ABOUT THIS EXERCISE
Using the records below, give the number of lines where the word "canvas" appears, with no further output.

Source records
==========

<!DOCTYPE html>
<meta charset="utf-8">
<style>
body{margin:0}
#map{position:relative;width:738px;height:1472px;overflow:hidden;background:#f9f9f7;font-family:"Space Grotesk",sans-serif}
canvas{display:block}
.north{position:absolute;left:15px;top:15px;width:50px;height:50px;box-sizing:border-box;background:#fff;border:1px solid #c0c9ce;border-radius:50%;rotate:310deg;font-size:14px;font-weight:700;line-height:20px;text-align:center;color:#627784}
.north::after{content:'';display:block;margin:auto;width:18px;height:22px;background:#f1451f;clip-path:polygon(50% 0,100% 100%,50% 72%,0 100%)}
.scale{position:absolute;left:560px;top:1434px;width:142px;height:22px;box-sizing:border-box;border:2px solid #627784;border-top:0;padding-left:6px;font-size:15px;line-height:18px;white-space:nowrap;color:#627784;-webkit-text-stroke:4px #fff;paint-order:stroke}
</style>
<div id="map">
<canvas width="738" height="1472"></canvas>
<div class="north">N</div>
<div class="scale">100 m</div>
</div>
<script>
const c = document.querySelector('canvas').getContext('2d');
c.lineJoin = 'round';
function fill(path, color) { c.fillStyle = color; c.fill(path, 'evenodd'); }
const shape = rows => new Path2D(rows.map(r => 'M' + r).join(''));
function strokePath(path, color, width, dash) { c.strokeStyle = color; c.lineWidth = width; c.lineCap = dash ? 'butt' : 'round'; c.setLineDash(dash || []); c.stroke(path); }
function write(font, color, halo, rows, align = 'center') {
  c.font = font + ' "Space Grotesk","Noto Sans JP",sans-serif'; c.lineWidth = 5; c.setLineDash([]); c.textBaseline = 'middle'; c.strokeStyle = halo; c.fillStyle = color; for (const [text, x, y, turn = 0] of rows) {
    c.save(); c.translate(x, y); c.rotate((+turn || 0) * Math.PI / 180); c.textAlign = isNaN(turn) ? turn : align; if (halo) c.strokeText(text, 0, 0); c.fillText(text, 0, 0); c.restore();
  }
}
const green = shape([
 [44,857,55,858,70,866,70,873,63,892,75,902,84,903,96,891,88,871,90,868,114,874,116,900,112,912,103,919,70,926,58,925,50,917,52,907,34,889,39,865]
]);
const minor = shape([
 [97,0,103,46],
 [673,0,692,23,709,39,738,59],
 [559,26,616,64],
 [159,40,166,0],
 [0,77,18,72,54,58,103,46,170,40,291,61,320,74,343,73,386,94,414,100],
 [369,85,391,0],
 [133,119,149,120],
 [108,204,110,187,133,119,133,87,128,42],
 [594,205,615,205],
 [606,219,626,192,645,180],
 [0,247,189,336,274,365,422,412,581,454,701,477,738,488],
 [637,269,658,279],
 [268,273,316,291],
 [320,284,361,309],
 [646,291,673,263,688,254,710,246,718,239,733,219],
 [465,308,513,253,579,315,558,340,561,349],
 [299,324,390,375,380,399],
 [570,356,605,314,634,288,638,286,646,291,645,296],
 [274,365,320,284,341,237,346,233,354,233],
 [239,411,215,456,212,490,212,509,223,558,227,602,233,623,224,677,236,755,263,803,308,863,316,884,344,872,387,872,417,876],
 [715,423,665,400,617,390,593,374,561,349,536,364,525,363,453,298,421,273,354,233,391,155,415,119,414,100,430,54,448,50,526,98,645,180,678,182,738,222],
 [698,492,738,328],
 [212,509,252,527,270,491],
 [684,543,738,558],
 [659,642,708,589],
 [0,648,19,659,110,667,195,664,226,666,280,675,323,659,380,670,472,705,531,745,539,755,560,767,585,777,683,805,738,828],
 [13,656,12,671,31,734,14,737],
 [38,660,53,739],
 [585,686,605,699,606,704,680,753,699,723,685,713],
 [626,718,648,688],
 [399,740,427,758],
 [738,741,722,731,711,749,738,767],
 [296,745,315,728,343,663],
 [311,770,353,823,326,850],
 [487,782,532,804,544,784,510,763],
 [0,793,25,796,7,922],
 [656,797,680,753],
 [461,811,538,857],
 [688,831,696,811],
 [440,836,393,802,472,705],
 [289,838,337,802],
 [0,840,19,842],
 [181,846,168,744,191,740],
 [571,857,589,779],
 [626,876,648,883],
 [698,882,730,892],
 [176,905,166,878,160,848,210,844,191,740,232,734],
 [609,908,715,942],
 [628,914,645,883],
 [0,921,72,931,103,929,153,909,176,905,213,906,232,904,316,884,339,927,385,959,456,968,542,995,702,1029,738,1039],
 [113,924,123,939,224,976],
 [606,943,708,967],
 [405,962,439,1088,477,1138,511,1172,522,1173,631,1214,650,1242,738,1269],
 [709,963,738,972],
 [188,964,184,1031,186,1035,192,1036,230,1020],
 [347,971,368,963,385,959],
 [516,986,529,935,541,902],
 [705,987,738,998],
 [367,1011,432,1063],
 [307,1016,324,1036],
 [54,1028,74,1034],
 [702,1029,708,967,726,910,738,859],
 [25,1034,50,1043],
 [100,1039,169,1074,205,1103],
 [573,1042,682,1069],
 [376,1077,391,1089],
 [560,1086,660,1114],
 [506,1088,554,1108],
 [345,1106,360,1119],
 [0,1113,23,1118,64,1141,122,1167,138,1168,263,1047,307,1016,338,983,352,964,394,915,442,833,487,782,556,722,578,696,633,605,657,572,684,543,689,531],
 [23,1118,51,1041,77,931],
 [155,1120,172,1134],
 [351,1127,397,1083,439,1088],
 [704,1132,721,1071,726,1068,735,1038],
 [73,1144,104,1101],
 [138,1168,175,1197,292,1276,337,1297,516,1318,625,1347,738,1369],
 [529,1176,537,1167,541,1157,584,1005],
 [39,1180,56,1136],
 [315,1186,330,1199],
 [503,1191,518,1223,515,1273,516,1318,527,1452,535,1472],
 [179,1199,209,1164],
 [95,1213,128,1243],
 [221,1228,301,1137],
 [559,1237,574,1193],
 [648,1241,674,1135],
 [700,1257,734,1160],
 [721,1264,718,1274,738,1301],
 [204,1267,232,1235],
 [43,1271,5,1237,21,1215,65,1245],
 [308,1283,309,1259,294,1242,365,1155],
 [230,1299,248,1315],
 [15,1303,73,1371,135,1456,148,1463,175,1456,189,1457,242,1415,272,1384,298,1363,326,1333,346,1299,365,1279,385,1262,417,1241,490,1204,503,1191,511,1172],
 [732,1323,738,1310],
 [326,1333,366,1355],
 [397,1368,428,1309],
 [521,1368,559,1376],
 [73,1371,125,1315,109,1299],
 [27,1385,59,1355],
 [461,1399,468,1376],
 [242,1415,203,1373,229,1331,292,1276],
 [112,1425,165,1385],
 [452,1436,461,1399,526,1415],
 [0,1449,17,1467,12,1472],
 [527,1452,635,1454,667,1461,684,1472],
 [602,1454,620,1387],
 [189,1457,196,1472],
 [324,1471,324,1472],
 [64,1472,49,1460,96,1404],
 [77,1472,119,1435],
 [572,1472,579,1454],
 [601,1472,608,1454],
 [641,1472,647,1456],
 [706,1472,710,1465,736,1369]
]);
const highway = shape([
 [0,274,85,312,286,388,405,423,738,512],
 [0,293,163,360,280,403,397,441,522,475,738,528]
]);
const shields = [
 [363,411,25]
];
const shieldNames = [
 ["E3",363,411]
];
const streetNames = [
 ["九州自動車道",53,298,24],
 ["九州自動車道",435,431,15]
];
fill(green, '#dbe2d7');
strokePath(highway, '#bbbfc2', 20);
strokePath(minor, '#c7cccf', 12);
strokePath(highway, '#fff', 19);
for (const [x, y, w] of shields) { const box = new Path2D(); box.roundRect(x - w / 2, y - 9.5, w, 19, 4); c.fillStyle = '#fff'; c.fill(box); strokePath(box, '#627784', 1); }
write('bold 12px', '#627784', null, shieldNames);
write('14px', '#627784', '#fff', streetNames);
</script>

==========

OUTPUT FOR THIS EXERCISE
3